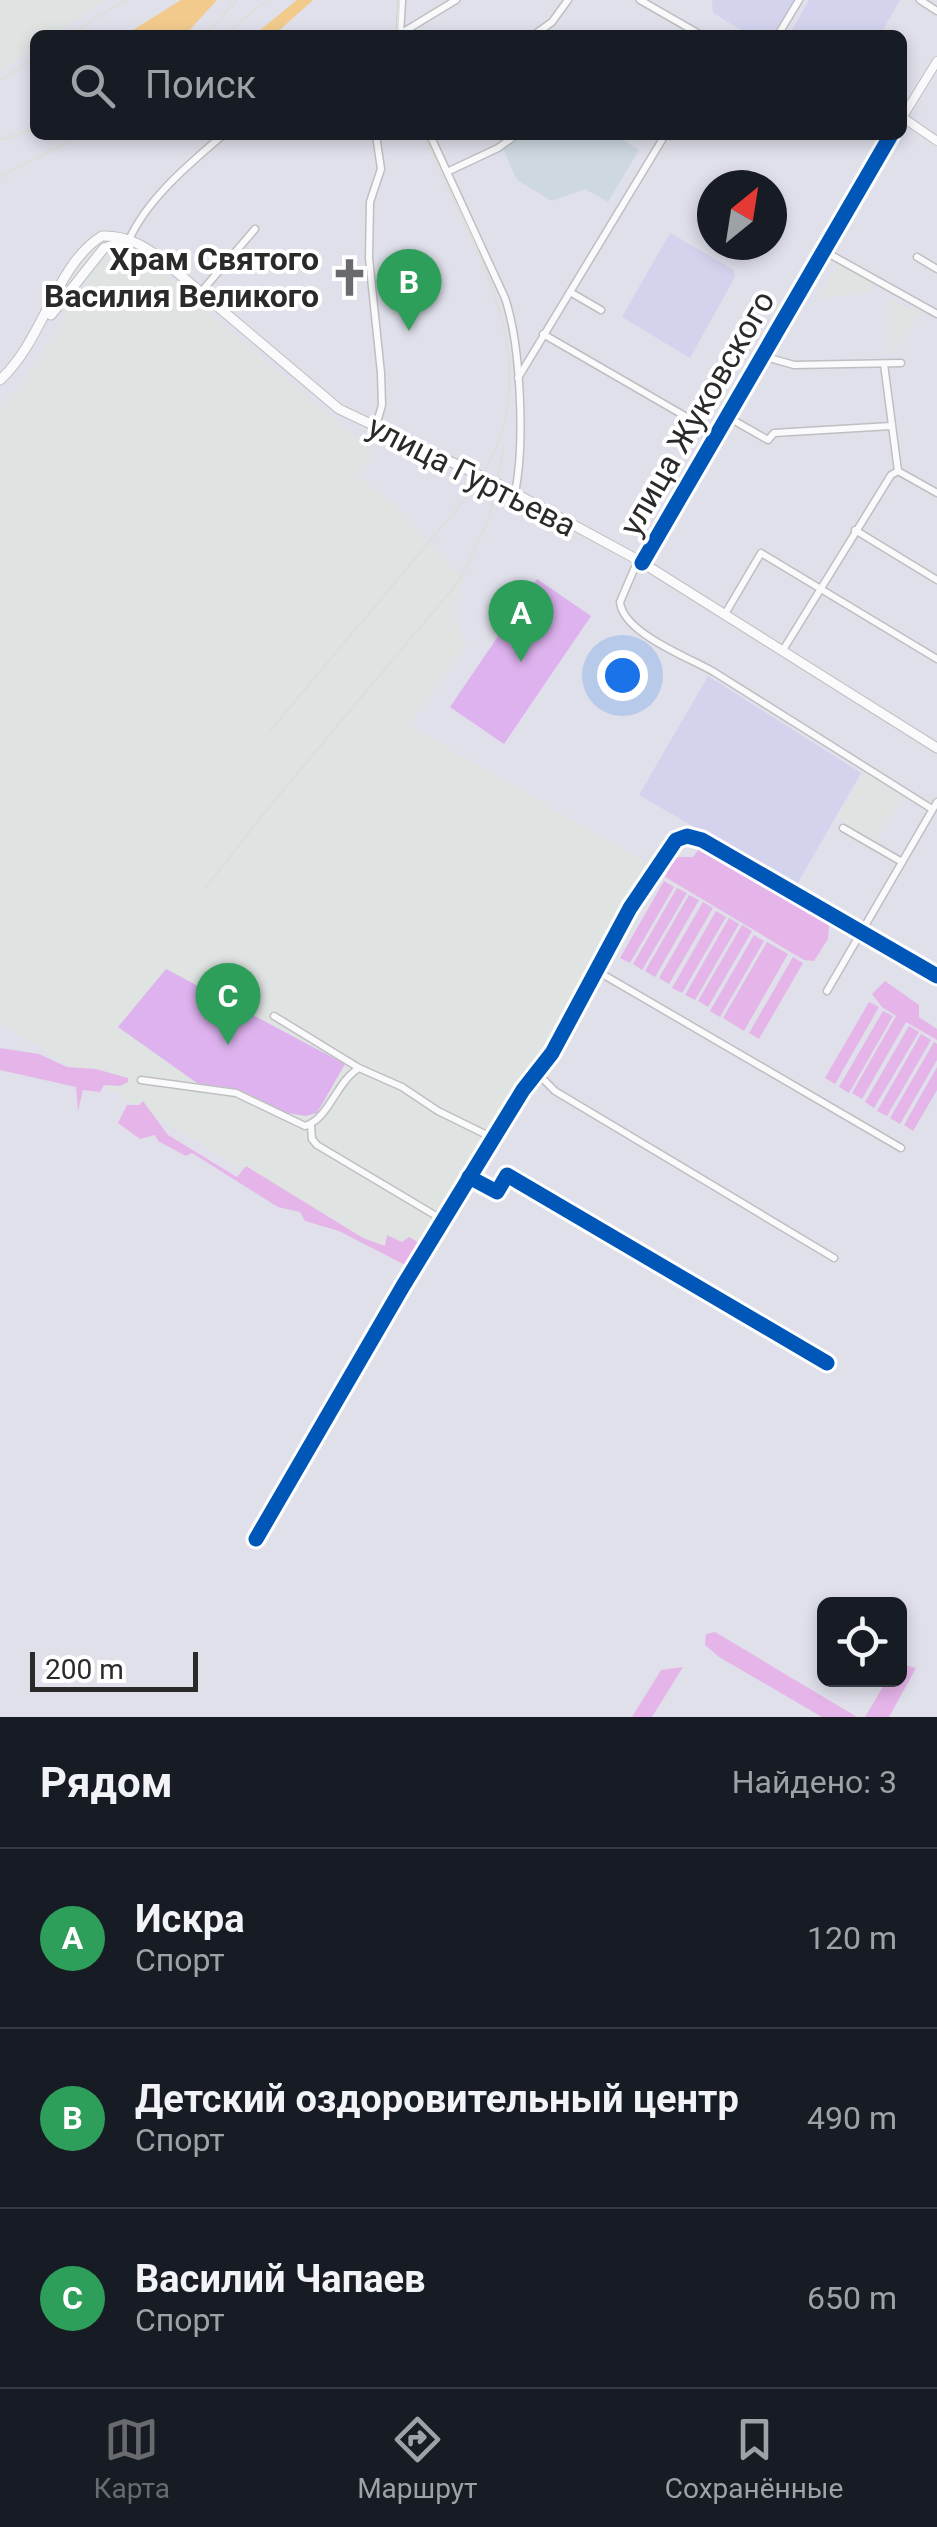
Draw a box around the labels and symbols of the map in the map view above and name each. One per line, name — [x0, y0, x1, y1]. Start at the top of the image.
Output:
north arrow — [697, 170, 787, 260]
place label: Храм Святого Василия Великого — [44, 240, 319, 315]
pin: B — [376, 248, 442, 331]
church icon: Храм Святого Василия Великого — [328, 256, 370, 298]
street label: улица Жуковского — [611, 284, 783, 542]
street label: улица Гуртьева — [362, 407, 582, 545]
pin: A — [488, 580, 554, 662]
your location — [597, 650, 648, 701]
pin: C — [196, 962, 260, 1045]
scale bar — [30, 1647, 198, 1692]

(ACTIVITY): Set every entry down again word for word, but not the pictures.

(YOUR SOLUTION):
Draw a box around the labels and symbols of the map in the map view above and name each. One per line, name — [x0, y0, x1, y1]. Start at the top of the image.
Output:
north arrow — [697, 170, 787, 260]
place label: Храм Святого Василия Великого — [44, 240, 319, 315]
pin: B — [376, 248, 442, 331]
church icon: Храм Святого Василия Великого — [328, 256, 370, 298]
street label: улица Жуковского — [611, 284, 783, 542]
street label: улица Гуртьева — [362, 407, 582, 545]
pin: A — [488, 580, 554, 662]
your location — [597, 650, 648, 701]
pin: C — [196, 962, 260, 1045]
scale bar — [30, 1647, 198, 1692]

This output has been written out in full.